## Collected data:

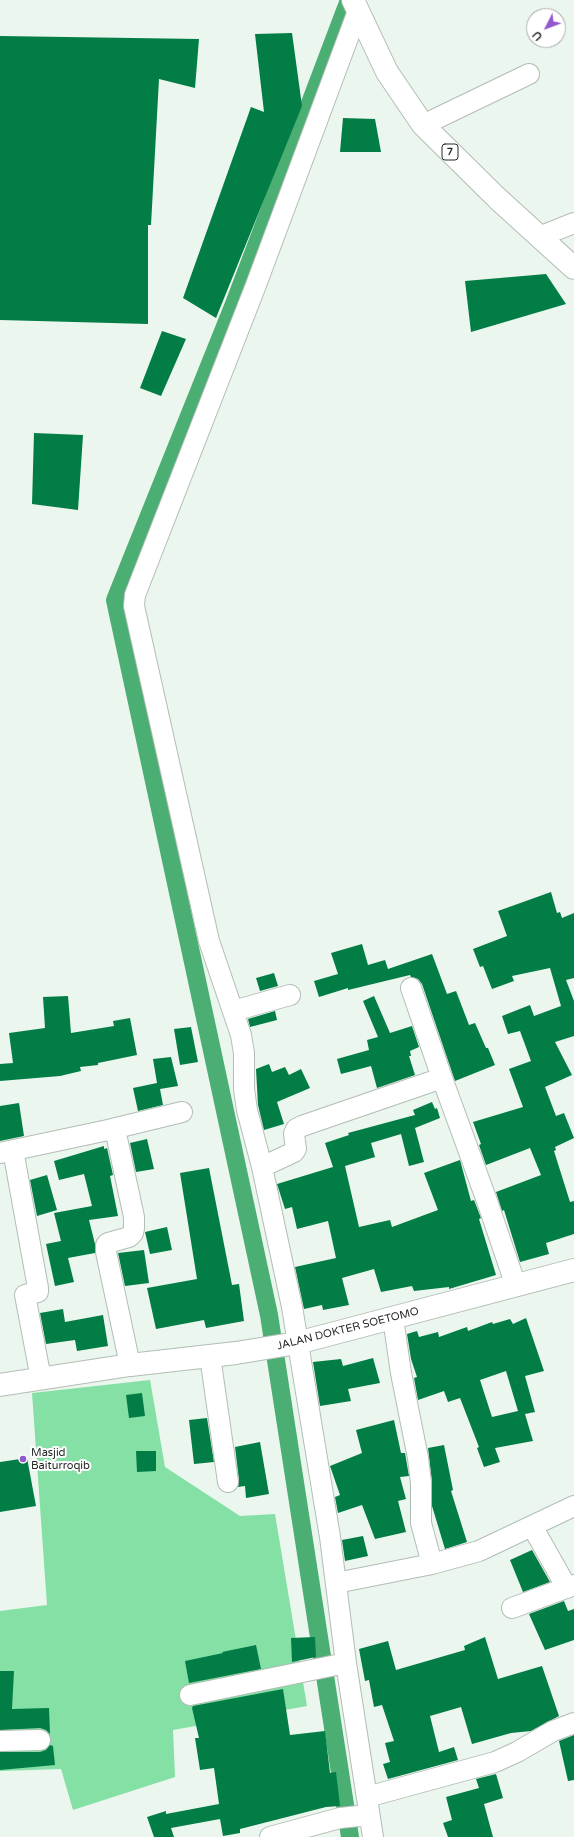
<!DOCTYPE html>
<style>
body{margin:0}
#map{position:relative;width:574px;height:1837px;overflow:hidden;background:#ebf6ee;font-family:"Varela Round",sans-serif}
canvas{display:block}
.north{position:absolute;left:526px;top:8px;width:40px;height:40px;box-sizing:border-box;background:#fff;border:1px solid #a7a9a8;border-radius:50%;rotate:228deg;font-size:11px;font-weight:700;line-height:16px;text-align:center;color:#242825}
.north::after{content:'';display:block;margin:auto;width:14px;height:18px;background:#9357ce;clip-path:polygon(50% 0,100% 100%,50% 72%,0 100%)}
</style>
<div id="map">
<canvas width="574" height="1837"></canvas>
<div class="north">U</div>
</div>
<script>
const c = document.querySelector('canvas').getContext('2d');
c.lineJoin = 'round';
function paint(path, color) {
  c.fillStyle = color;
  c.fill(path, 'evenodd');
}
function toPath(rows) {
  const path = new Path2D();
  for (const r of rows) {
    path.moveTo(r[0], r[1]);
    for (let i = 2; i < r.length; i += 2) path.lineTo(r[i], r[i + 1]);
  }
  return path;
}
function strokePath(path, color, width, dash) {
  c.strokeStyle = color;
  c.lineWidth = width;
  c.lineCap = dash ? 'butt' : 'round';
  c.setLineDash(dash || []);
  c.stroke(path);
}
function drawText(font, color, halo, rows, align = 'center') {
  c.font = font + ' "Varela Round",sans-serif';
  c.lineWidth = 4;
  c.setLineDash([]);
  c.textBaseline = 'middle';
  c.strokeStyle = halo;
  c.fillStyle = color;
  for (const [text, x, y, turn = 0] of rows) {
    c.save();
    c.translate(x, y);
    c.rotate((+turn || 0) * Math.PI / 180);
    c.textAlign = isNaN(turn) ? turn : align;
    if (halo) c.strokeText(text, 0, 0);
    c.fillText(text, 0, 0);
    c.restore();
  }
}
paint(toPath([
 [150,1380,165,1467,240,1516,275,1514,307,1706,173,1730,175,1777,73,1810,61,1769,0,1771,0,1611,47,1605,32,1393]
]), '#84e0a5');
strokePath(toPath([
 [349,0,234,304,115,600,269,1315,350,1837]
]), '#4bae73', 18);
paint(toPath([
 [292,33,302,106,216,318,183,298,251,107,264,112,255,34],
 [0,36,199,39,195,88,159,79,151,225,148,225,148,324,0,320],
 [343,118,375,119,381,152,340,152],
 [546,274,566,304,471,332,465,281],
 [162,331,186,339,161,396,140,388],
 [34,433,83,435,78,510,32,504],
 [551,892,557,913,560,912,562,918,574,913,574,978,566,980,574,1001,574,1036,555,1042,572,1075,545,1087,556,1116,564,1113,574,1138,555,1147,556,1150,554,1151,570,1202,574,1201,574,1234,546,1243,549,1254,520,1262,504,1210,502,1211,496,1192,541,1175,530,1148,486,1165,479,1145,481,1144,473,1122,523,1107,509,1069,531,1061,520,1031,508,1034,502,1016,530,1005,534,1016,561,1006,550,968,512,976,514,981,492,989,483,966,480,967,473,949,507,936,498,911],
 [362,944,368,965,385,960,388,969,432,954,447,994,456,991,469,1025,475,1023,486,1048,488,1048,495,1065,455,1081,422,984,418,979,411,977,410,975,348,990,348,988,319,997,314,981,338,974,331,953],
 [274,973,278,986,260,991,256,978],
 [68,996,71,1033,114,1026,113,1021,130,1018,137,1055,98,1063,98,1065,80,1067,81,1071,60,1076,0,1081,0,1064,13,1063,9,1033,45,1028,43,997],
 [374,996,390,1033,412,1026,419,1047,410,1051,411,1056,409,1056,415,1075,377,1088,371,1066,341,1074,337,1059,369,1050,367,1040,378,1037,363,1001],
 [275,1011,277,1020,250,1027,248,1019],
 [191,1027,198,1062,180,1065,174,1029],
 [171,1057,178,1086,160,1089,163,1105,138,1111,133,1088,157,1083,153,1059],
 [269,1064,272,1072,285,1067,289,1075,301,1069,310,1088,277,1102,284,1124,264,1130,258,1105,256,1069],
 [432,1102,435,1109,437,1108,440,1118,415,1128,424,1162,409,1166,401,1134,371,1143,375,1157,345,1166,359,1227,390,1220,392,1227,438,1210,424,1173,460,1160,471,1201,474,1200,481,1218,479,1219,496,1275,449,1289,449,1287,414,1291,412,1286,381,1292,374,1269,342,1278,349,1305,323,1310,322,1305,304,1309,295,1267,336,1258,328,1221,297,1229,292,1207,285,1209,277,1184,333,1167,325,1143,349,1135,348,1133,415,1115,413,1110],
 [19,1103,24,1136,0,1141,0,1106],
 [147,1139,154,1169,136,1172,130,1143],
 [104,1146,104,1149,107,1148,113,1175,110,1176,118,1216,89,1220,95,1244,95,1253,68,1258,74,1282,55,1286,46,1244,61,1241,54,1213,92,1206,84,1174,59,1180,54,1161],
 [209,1168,232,1285,239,1284,244,1321,206,1328,204,1320,156,1329,147,1288,197,1279,180,1173],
 [47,1175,57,1210,37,1216,30,1180],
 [167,1227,172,1250,150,1254,145,1232],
 [144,1250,149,1283,125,1286,118,1253],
 [63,1309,65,1322,103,1315,108,1346,77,1351,75,1340,46,1344,40,1313],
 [526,1318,544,1371,525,1376,535,1412,525,1414,533,1441,495,1448,500,1462,484,1467,477,1448,479,1447,460,1398,448,1402,444,1391,418,1400,414,1378,417,1377,411,1359,407,1334,417,1331,419,1337,438,1332,439,1337,467,1327,468,1331,492,1322,493,1324,510,1319,513,1324],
 [506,1371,518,1411,492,1417,480,1380],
 [373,1358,380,1383,348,1389,351,1401,320,1406,313,1362,341,1359,343,1366],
 [142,1393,145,1416,129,1418,126,1395],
 [207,1418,214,1462,194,1464,189,1420],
 [394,1420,401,1453,405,1453,409,1476,400,1477,406,1499,398,1501,406,1532,375,1539,362,1505,338,1513,335,1497,340,1495,330,1466,362,1453,356,1430],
 [260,1442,269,1494,246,1498,245,1486,238,1487,239,1480,235,1447],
 [444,1445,453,1490,451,1491,467,1542,445,1549,432,1506,432,1482,428,1448],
 [136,1451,156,1451,156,1471,137,1472],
 [27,1458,36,1506,0,1512,0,1462],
 [363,1536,368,1556,345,1561,342,1540],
 [532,1550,550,1582,523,1592,510,1560],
 [564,1601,568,1611,574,1609,574,1640,545,1650,529,1614],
 [315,1637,316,1657,292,1662,291,1638],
 [485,1637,498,1679,542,1666,559,1716,531,1731,511,1733,472,1744,461,1707,430,1716,439,1752,454,1747,458,1760,388,1779,383,1764,390,1762,385,1743,394,1741,382,1705,374,1707,369,1680,365,1681,359,1649,388,1641,396,1670,465,1650,464,1646],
 [256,1645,261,1669,189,1683,185,1661,223,1653,222,1652],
 [0,1671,14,1671,12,1709,49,1708,50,1734,46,1730,40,1728,0,1730],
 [283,1689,290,1735,325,1731,330,1773,336,1772,340,1806,326,1807,240,1829,240,1833,223,1836,220,1819,171,1828,174,1837,154,1837,147,1817,166,1811,166,1814,219,1804,214,1768,200,1770,195,1738,199,1738,192,1708,193,1706],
 [574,1735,574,1780,568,1781,559,1741],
 [50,1745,53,1746,55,1765,0,1770,0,1752,40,1752,46,1750],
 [496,1774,503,1798,484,1804,493,1837,448,1837,443,1823,452,1820,446,1797,479,1788,476,1779]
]), '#027d45');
const street = toPath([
 [358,11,256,285,135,595,134,606,209,941,241,1035,244,1053,244,1089,247,1110,262,1167,292,1307,330,1537,346,1663,373,1837],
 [423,125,529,74],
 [539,237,574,223],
 [411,988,442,1078,487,1201,516,1286],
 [233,1011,290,995],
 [115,1129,134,1217,134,1228,133,1233,129,1237,108,1243,106,1245,106,1252,130,1365],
 [13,1150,38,1288,38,1292,25,1295,41,1379],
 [0,1153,108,1130,182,1112],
 [262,1167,294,1152,296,1149,294,1134,296,1129,302,1126,442,1078],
 [393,1318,401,1373,418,1458,421,1483,421,1523,432,1564],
 [210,1356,228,1482],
 [532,1526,567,1588],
 [336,1583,432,1564,479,1551,574,1506],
 [512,1608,574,1585],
 [190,1695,346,1663],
 [0,1741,40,1740],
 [367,1797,495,1762,517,1752,553,1731,574,1723],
 [270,1837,340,1818,359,1816,370,1817]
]);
const secondary = toPath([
 [0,1385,130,1365,236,1353,297,1343,574,1270]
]);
const highway = toPath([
 [353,0,387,72,423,125,498,199,574,268]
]);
strokePath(street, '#b2bdb5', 22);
strokePath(secondary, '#b2bdb5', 24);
strokePath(highway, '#b2bdb5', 24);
strokePath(street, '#fff', 20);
strokePath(secondary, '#fff', 22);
strokePath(highway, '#fff', 22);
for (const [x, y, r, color] of [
 [23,1459,4,"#9357ce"]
]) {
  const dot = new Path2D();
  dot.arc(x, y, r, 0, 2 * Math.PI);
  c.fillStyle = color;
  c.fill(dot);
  strokePath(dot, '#fff', 1.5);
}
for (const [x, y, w] of [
 [450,152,16]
]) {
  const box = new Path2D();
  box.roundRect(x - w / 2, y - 8, w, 16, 3);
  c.fillStyle = '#fff';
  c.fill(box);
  strokePath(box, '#242825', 1);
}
drawText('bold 10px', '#242825', null, [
 ["7",450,152]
]);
drawText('11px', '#242825', '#fff', [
 ["JALAN DOKTER SOETOMO",348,1329,-14]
]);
drawText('11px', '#242825', '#fff', [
 ["Masjid",31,1453],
 ["Baiturroqib",31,1466]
], 'left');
</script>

## PROBLEM REQUIREMENTS:
Set down, from the entries above, exactly the lines from the one with "c.strokeStyle = color;" up to and including the one with "c.translate(x, y);", and no other lines.

## OUTPUT OF THE TASK:
  c.strokeStyle = color;
  c.lineWidth = width;
  c.lineCap = dash ? 'butt' : 'round';
  c.setLineDash(dash || []);
  c.stroke(path);
}
function drawText(font, color, halo, rows, align = 'center') {
  c.font = font + ' "Varela Round",sans-serif';
  c.lineWidth = 4;
  c.setLineDash([]);
  c.textBaseline = 'middle';
  c.strokeStyle = halo;
  c.fillStyle = color;
  for (const [text, x, y, turn = 0] of rows) {
    c.save();
    c.translate(x, y);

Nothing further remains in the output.